Here is a very useful ...

Lemma. For any $a<b$, s.t. $b-a>1$, there $\exists n \in \mathbb{Z}$ s.t. $$a\le n\le b$$

We have $$\lfloor a \rfloor\le a< \lfloor a \rfloor +1 \Rightarrow 0\le a-\lfloor a \rfloor<1\Rightarrow \\ 0<\lfloor a \rfloor+1-a<1$$ Taking $n=\lfloor a \rfloor+1 \in\mathbb{Z}$, we must have $$a< n \le b$$ Otherwise, if $a<b<n$ then $$1>n-a>b-a>1$$ which is a contradiction.
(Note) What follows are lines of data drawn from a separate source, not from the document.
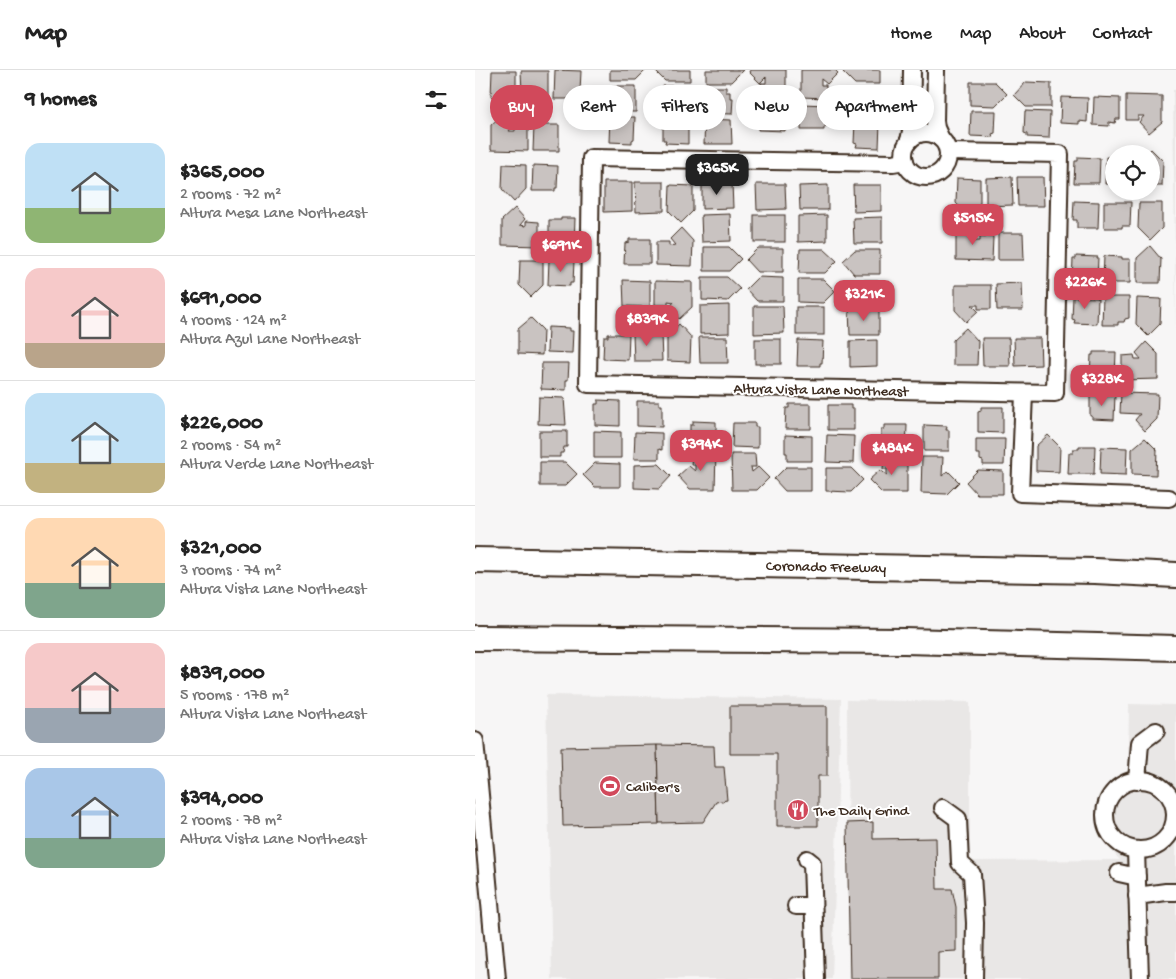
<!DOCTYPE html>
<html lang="en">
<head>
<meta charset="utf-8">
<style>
	body { margin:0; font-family:"Gochi Hand",sans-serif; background:#f6f6f6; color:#222; height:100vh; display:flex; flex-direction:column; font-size:19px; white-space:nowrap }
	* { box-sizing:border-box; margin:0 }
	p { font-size:16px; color:#767676 }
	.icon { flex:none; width:28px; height:28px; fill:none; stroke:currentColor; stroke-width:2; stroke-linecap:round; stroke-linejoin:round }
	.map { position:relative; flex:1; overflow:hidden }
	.sheet { display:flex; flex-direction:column; background:#fff; width:475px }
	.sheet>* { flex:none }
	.banner { position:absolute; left:15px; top:15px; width:475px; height:45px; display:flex; gap:10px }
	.tools { position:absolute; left:630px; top:75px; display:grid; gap:10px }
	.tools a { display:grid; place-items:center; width:55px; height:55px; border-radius:50%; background:#fff; box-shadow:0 2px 12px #0003; font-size:25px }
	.price { position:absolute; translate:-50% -42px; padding:0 11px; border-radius:10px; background:#d1495b; color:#fff; font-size:16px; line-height:32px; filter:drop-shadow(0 1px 2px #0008) }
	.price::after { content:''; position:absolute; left:50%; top:30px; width:15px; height:11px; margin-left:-8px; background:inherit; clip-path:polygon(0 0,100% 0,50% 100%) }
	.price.active { background:#222; color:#fff }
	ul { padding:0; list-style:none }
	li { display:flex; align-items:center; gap:15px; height:125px; padding:0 25px }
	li+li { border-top:1px solid #e0e0e0 }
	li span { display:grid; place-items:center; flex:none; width:140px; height:100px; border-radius:15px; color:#555 }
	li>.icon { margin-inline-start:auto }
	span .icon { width:60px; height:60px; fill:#fffc; stroke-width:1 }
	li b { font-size:21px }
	h2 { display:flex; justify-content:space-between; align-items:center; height:60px; padding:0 25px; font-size:21px }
	.chip { padding:0 18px; border-radius:22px; background:#fff; box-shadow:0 2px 12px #0003; font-size:18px; line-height:45px }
	.chip.active { background:#d1495b; color:#fff }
	header { display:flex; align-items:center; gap:30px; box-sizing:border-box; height:70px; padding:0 25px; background:#fff; border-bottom:1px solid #e0e0e0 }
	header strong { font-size:24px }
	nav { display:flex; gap:28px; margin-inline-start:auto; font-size:18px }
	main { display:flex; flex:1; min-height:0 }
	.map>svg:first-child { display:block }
</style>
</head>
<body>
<header>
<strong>Map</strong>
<nav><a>Home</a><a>Map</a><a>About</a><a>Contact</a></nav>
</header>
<main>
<section class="sheet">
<h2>9 homes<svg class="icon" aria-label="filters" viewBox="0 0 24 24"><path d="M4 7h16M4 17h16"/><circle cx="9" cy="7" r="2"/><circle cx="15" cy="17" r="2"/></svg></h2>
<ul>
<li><span style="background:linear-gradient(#bfe0f5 65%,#8fb573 0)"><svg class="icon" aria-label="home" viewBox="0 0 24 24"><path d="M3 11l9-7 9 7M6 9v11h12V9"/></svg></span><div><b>$365,000</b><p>2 rooms · 72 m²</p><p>Altura Mesa Lane Northeast</p></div></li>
<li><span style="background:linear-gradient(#f6c9c9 75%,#b9a48a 0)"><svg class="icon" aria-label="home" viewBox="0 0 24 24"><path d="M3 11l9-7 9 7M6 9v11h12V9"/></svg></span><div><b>$691,000</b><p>4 rooms · 124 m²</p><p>Altura Azul Lane Northeast</p></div></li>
<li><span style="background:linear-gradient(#bfe0f5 70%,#c2b280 0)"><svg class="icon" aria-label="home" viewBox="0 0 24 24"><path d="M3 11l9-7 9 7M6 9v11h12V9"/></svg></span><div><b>$226,000</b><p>2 rooms · 54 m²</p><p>Altura Verde Lane Northeast</p></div></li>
<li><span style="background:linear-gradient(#ffd9b3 65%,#7fa58c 0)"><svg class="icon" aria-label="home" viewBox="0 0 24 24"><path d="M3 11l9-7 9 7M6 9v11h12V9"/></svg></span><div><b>$321,000</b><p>3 rooms · 74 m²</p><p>Altura Vista Lane Northeast</p></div></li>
<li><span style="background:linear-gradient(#f6c9c9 65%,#9aa5b1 0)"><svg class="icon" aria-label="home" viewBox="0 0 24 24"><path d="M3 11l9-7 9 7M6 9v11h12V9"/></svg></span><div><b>$839,000</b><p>5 rooms · 178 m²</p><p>Altura Vista Lane Northeast</p></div></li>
<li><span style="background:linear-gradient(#a9c7e8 70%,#7fa58c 0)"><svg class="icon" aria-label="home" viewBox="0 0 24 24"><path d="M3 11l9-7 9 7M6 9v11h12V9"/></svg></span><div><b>$394,000</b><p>2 rooms · 78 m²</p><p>Altura Vista Lane Northeast</p></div></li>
</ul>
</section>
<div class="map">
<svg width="701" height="909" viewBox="0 0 701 909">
	<rect width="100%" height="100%" fill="#f7f6f6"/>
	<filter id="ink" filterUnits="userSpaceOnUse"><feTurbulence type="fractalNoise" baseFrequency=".02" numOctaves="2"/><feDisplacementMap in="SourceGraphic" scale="10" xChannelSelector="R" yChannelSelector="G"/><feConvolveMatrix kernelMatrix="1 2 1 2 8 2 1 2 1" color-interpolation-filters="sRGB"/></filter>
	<g filter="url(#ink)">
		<g fill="#e9e7e6">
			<path d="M698,20H701V265Z"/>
			<path d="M71,625L366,629L357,909H77Z"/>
			<path d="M372,630L495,632V791L645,790L635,779L625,765L621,751V738L627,722L636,710L653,701L654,634L701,635V909H373Z"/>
		</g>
		<g fill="#c9c3c1" stroke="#3b2a1e">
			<path d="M80,0L106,1L105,22H101V26H95V29H79Z"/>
			<path d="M135,0H171L161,10H135Z"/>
			<path d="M179,0H215V11H190Z"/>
			<path d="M231,0H268L256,12H231Z"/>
			<path d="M275,0H311V27L286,26V13H291V7L285,13L274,2Z"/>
			<path d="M326,0H360L363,3L352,14L346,9V15H351V28L326,27Z"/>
			<path d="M371,0H405V14H380L368,2Z"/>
			<path d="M17,1H41V26L28,38L16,26Z"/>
			<path d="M46,1H73V29H57V26L51,25V22H47Z"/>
			<path d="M495,12H520L532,24L520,36L495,35Z"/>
			<path d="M551,12L576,13V37H551L539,25Z"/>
			<path d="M136,16H161V42H135Z"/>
			<path d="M188,16H216L215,43H188Z"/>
			<path d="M230,17H251V22H255V28H258L257,44L229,43Z"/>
			<path d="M386,20H407V46H378L379,31H382V24H385Z"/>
			<path d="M651,25L687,26V52L674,63L664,52L669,46H663V50H651Z"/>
			<path d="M586,27L613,28L612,52L604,51V54L585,53Z"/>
			<path d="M619,27L645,28V49H641L640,53L634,52V56L618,55Z"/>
			<path d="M283,33L311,34L310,61L283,60Z"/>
			<path d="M327,34L352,35L351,57H349V60H326Z"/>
			<path d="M496,41H521L520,63L517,64L518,67L495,66Z"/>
			<path d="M550,41L575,42L574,68L552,67V64L549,63Z"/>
			<path d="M29,43L39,54L34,61H40V57L53,58V81L16,80V55Z"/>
			<path d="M135,47H160L159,69L157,70V73L134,72Z"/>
			<path d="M188,48H213V74L190,73L191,70H188Z"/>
			<path d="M230,49L256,50L257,74H229Z"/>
			<path d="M380,52H405L404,78L381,77L382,74L379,73Z"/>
			<path d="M59,55H84V81H58Z"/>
			<path d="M676,79L688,91L687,116H676V84H671Z"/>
			<path d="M603,87L625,88L624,113H599L600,91H603Z"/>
			<path d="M631,87H639V114H630Z"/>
			<path d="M28,94L51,95V119L39,132L27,119Z"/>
			<path d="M58,95L83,96L82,118H80V121H57Z"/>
			<path d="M537,107L538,135L511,136V108Z"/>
			<path d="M542,107H568L569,136H543Z"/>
			<path d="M482,108L505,109V133L493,146L481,133Z"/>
			<path d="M129,112H157V141L129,142Z"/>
			<path d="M160,112H189V141L161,142Z"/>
			<path d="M227,113H257L258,138L227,139Z"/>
			<path d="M281,114H310L311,139L282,140Z"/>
			<path d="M195,115L218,116V141L206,153L194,141Z"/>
			<path d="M353,115V140H325L324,116Z"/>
			<path d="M378,115H406V141L379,142Z"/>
			<path d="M599,131L624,132L623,158H602V150H598Z"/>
			<path d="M629,132H656L655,156H647V158H629Z"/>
			<path d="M664,133H687V158L675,170L663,158Z"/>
			<path d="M40,138L50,149L45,155L51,156V151L64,152V176L27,175V150Z"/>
			<path d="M255,144L256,171L227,172L226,145Z"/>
			<rect x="279" y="145" width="31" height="27"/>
			<path d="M352,145V171L323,172V146Z"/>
			<path d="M407,147V173H379L378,148Z"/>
			<path d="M86,148H100L99,176L74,175V150H86Z"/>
			<path d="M493,153L504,164L498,171H505V166L518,167L517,191L481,190V165Z"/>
			<path d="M206,158L218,171L217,196L181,195V172H194V176L200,175L195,169Z"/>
			<path d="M523,163H548L549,190H523Z"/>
			<path d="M154,169H175V194H149L150,173L154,172Z"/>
			<path d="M675,176L686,189L685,213H662V188Z"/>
			<path d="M229,177H254L266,189L254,201H229Z"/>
			<path d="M283,178H308V202H282L271,190Z"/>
			<path d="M325,179H349L362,191L350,203H324Z"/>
			<path d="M380,180H405V204H379L368,191Z"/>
			<path d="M601,186L623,187L622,212L597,211L598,189H601Z"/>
			<path d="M629,186L647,187V189H655V213H628Z"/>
			<path d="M45,190H68V215L56,227L44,215Z"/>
			<path d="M74,190L99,191L98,213H95V216L73,215Z"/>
			<path d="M227,207H252L265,219L253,231L227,230Z"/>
			<path d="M283,207L308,208V231H282L271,219Z"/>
			<path d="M323,209H348L360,221L348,233L323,232Z"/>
			<path d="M148,210L175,211V237L149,236Z"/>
			<path d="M378,210H403V234H378L366,221Z"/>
			<path d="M180,211L217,212V237L204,249L194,238L199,232L193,231V235H180Z"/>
			<path d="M547,213L548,240H522L521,214Z"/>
			<path d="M480,215H516V239H503V235H497L503,241L491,252L480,240Z"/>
			<path d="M598,227L623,228L622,254L599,253L600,250L597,249Z"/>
			<path d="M628,227H654V248L650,249L649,252H643V255H627Z"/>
			<path d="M662,228L686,229L685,254L673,266L661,254Z"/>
			<path d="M254,235V263L225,264V236Z"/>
			<path d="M279,236H308L309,263L279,264Z"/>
			<rect x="321" y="237" width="28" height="28"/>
			<path d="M404,238V265H375L374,239Z"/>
			<path d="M56,248L68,260L67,285L43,284V259Z"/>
			<path d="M204,254L216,267L215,292L192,291V266Z"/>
			<path d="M73,257L95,258V261H98L97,283L72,282Z"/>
			<path d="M491,258L503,271L502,295H478V270Z"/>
			<path d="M133,264H154L153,290L128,289L129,267H133Z"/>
			<path d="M158,264H186L187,291H159Z"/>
			<path d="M224,267H252L253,293H225Z"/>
			<path d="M507,268H534L535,296H508Z"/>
			<path d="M539,268H565L566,295L540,296Z"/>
			<rect x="280" y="269" width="26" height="25"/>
			<path d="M323,270L348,271L347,293H345V296H322Z"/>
			<path d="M402,270V296L375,297V271Z"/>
			<path d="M671,272L683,284V309L647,310V286L659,285L660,289H666L661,283Z"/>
			<path d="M618,282H641L640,308L615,307L616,285H618Z"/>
			<path d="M67,293H94L93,310H91V320L66,319Z"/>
			<path d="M646,323L683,324L682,349L670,361L660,350L665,344L645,343Z"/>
			<path d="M615,324L640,325L639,350L617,349V346H615Z"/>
			<path d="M64,327L89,328L91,355L63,354Z"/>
			<path d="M123,330L145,331V356L120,355V334H123Z"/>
			<path d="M162,331H184V335H187V357L162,356Z"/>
			<path d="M314,334H336V359H310L311,338H314Z"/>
			<path d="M353,335H376V339H379V360H353Z"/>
			<path d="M506,337H528V363L503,362V342L506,341Z"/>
			<path d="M218,351L241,352V376H215V355H218Z"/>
			<path d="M258,353H280V357H283V378L257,377Z"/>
			<path d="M409,355H432L431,380H406V359H409Z"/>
			<path d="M449,355L472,356L471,360H474V381H449Z"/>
			<path d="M64,361H92V377H89L88,383H85V387H64Z"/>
			<path d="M119,361L146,362V388H119Z"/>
			<path d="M160,362L187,363V380L184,379V389H159Z"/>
			<path d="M310,365L337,366V391H312V383H310Z"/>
			<path d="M352,365L379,366L378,393L351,392Z"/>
			<path d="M573,365L585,377L584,402L561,401V376Z"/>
			<path d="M670,368L682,380L681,405L657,404V379Z"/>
			<path d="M501,369H530L529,395H508V391L505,390V384H501Z"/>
			<path d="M604,376H620L619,404H593L594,383H598V379H604Z"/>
			<path d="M626,377L652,378L651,405L625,404Z"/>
			<path d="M217,382H241L240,419H215L203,406L214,396L220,401V395H216Z"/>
			<path d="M256,384H280L281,397H276L277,402L283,397L294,408L282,420H257Z"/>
			<path d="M409,386L432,387V423H407L394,410L405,400L412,405V399H408Z"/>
			<path d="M447,387H468L467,406L473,401L484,412L472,424L446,423Z"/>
			<path d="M65,392H90L102,404L90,416H65Z"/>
			<path d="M120,393L145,394V417H120L108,405Z"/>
			<path d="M184,394L196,406L184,419L159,418V395Z"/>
			<path d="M311,397H336V421H310L299,409Z"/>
			<path d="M351,398H376L388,410L376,422L351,421Z"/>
			<path d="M503,400L528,401V424H502L491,412Z"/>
			<path d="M255,636H352V706H343V756H302V684H255Z"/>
			<path d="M182,675L184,754L88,756L86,677Z"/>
			<path d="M182,675L239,676L240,697H249L252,730L241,732L228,752L184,753Z"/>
			<path d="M398,752V769L461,768L462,819H477L481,837V881L463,882V909H375L372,753Z"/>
		</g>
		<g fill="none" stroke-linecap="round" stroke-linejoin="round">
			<g stroke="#3b2a1e" stroke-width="20">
				<g id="minor">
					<path d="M461,0L460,51L461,58L466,69"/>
					<circle cx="451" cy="85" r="22"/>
					<path d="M434,71L436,61L437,0"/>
					<path d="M430,91L418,93L116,88L113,314L580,323L585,84L473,82"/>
					<path d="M549,323L545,423L694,428"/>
					<path d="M0,671L22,909"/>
					<circle cx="665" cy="745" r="35"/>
					<path d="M662,711L665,673L681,661"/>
					<path d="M468,738L483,749L485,793L497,804L500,853L499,909"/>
					<path d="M661,780L665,909"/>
					<path d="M332,789L337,793L341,909"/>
					<path d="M644,803L662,807"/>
					<path d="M662,826L691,822H701"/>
					<path d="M321,836H338"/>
				</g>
			</g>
			<g stroke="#3b2a1e" stroke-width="28">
				<g id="highway">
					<path d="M0,490L620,501L701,505"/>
					<path d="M0,568L429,571L701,578"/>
				</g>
			</g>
			<use href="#minor" stroke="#fff" stroke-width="16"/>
			<use href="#highway" stroke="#fff" stroke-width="24"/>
		</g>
	</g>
	<defs>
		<g id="stadium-disc" transform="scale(1.125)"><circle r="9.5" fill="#d1495b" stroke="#fff"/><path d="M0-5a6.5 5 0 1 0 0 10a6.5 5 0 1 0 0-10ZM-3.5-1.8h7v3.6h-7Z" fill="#fff"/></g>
		<g id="restaurant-disc" transform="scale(1.125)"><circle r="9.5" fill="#d1495b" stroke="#fff"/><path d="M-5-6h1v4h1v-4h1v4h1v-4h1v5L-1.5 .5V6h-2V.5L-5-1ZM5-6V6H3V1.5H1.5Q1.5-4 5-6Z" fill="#fff"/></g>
	</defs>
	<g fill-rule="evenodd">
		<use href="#stadium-disc" x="135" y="716"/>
		<use href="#restaurant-disc" x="323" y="740"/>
	</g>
	<g text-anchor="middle" stroke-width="4" stroke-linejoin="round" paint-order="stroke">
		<g font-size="15" fill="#3b2a1e" stroke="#fff">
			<text transform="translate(346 319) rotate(1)" y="5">Altura Vista Lane Northeast</text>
			<text transform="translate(351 496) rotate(1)" y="5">Coronado Freeway</text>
		</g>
		<g font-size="15" fill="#3b2a1e" stroke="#fff" text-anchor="start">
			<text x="151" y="721">Caliber's</text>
			<text x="339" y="745">The Daily Grind</text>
		</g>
	</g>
</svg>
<div class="tools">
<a><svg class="icon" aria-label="locate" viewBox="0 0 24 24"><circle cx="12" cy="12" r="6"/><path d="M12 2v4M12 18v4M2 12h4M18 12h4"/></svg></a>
</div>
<b class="price active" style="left:242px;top:126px">$365K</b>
<b class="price" style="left:498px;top:176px">$515K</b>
<b class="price" style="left:86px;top:203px">$691K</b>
<b class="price" style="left:610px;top:240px">$226K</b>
<b class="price" style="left:389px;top:252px">$321K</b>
<b class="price" style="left:172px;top:277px">$839K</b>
<b class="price" style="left:627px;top:337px">$328K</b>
<b class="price" style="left:226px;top:402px">$394K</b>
<b class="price" style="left:417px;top:406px">$484K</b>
<div class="banner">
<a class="chip active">Buy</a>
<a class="chip">Rent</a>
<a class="chip">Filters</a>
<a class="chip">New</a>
<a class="chip">Apartment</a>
</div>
</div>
</main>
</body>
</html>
With this lemma, restricted to $\mathbb{N}$ and $\mathbb{R}^{+}$ of course, we can look at, $\forall n\ge1$ $$\sqrt{4n-1}-\sqrt{2n+1}=\frac{2n-2}{\sqrt{4n-1}+\sqrt{2n+1}}\geq\frac{n-1}{\sqrt{4n-1}}$$ and $$\frac{n-1}{\sqrt{4n-1}} > 1 \iff n^2-2n+1>4n-1\iff n^2-6n+2>0$$ or $$n> 3+\sqrt{7}>5$$ So $k=6$ is a good candidate, but you can check $k\in \{1,2,3,4,5\}$ "manually", as per the @Mastrem's answer.